Fredrich Wöhler, a German physician, lived in Heidelburg when he came under the influence of Leopold Gmelin, one of Germany's most prominent physicians. Gmelin recognized Wöhler's talent and encouraged him to go into chemistry. Wöhler went to Stockholm to study with the leading chemist of Europe, Jöns Berzelius (1779-1848). There he absorbed his professor's new techniques and enthusiasm for finding new elements. While working in the municipal technical school in Berlin, Wöhler made two of his major discoveries. In 1828 he accidentally synthesized urea—the chief compound used by the body to excrete nitrogenous wastes. Fascinated by the synthesis, he pursued and found that urea had the same chemicals as ammonium cyanate. The formula for ammonium cyanate is NH4CNO, while the formula for urea is CO(NH2)2. The two compounds contain exactly the same number of atoms of the same elements, though their properties are very different. This was the first discovery of an isomer. The significance of the discovery was that he was able to synthesize urea, the product of a living process, from the inorganic compound. This showed inorganic materials could be made into organic substances. This realization stunned the scientific world.

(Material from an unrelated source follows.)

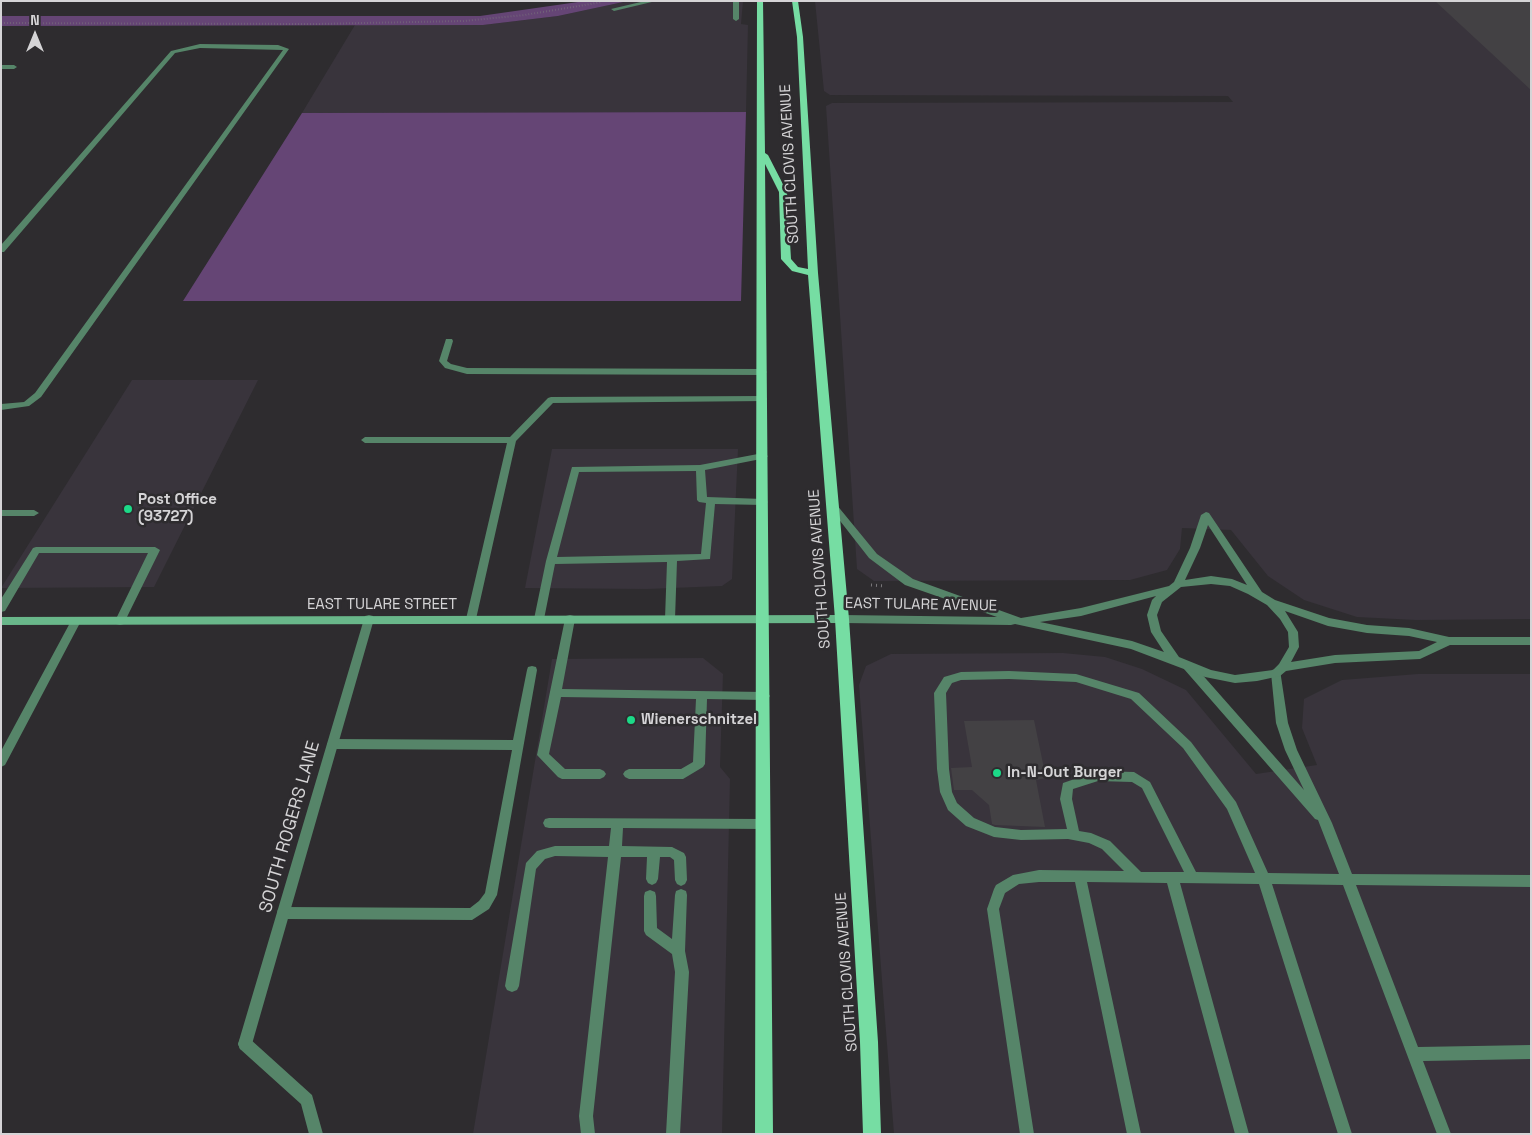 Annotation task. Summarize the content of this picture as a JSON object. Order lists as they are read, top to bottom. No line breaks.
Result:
{"streets":{"main road":["SOUTH CLOVIS AVENUE","EAST TULARE STREET","EAST TULARE AVENUE"],"street":["SOUTH ROGERS LANE"]},"crossings":[["SOUTH CLOVIS AVENUE","EAST TULARE STREET"],["SOUTH CLOVIS AVENUE","EAST TULARE AVENUE"],["EAST TULARE STREET","EAST TULARE AVENUE"],["EAST TULARE STREET","SOUTH ROGERS LANE"]],"places":["Post Office (93727)","Wienerschnitzel","In-N-Out Burger"],"north":"top"}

After the death of his wife, Wöhler befriended German chemist Justus von Liebig (1803-1873). The two investigated the theory of radicals—groups of atoms that work together as one atom—and struggled to comprehend the nature of organic compounds. Wöhler has been credited as the father of organic chemistry. With the synthesis of urea, he discredited the notion of the vital force once and for all. Older historians hailed this as a deliberate attempt by Wöhler to smash vitalism; however, most recent historians contend that he was much more interested in urea and its compounds than in philosophical statements.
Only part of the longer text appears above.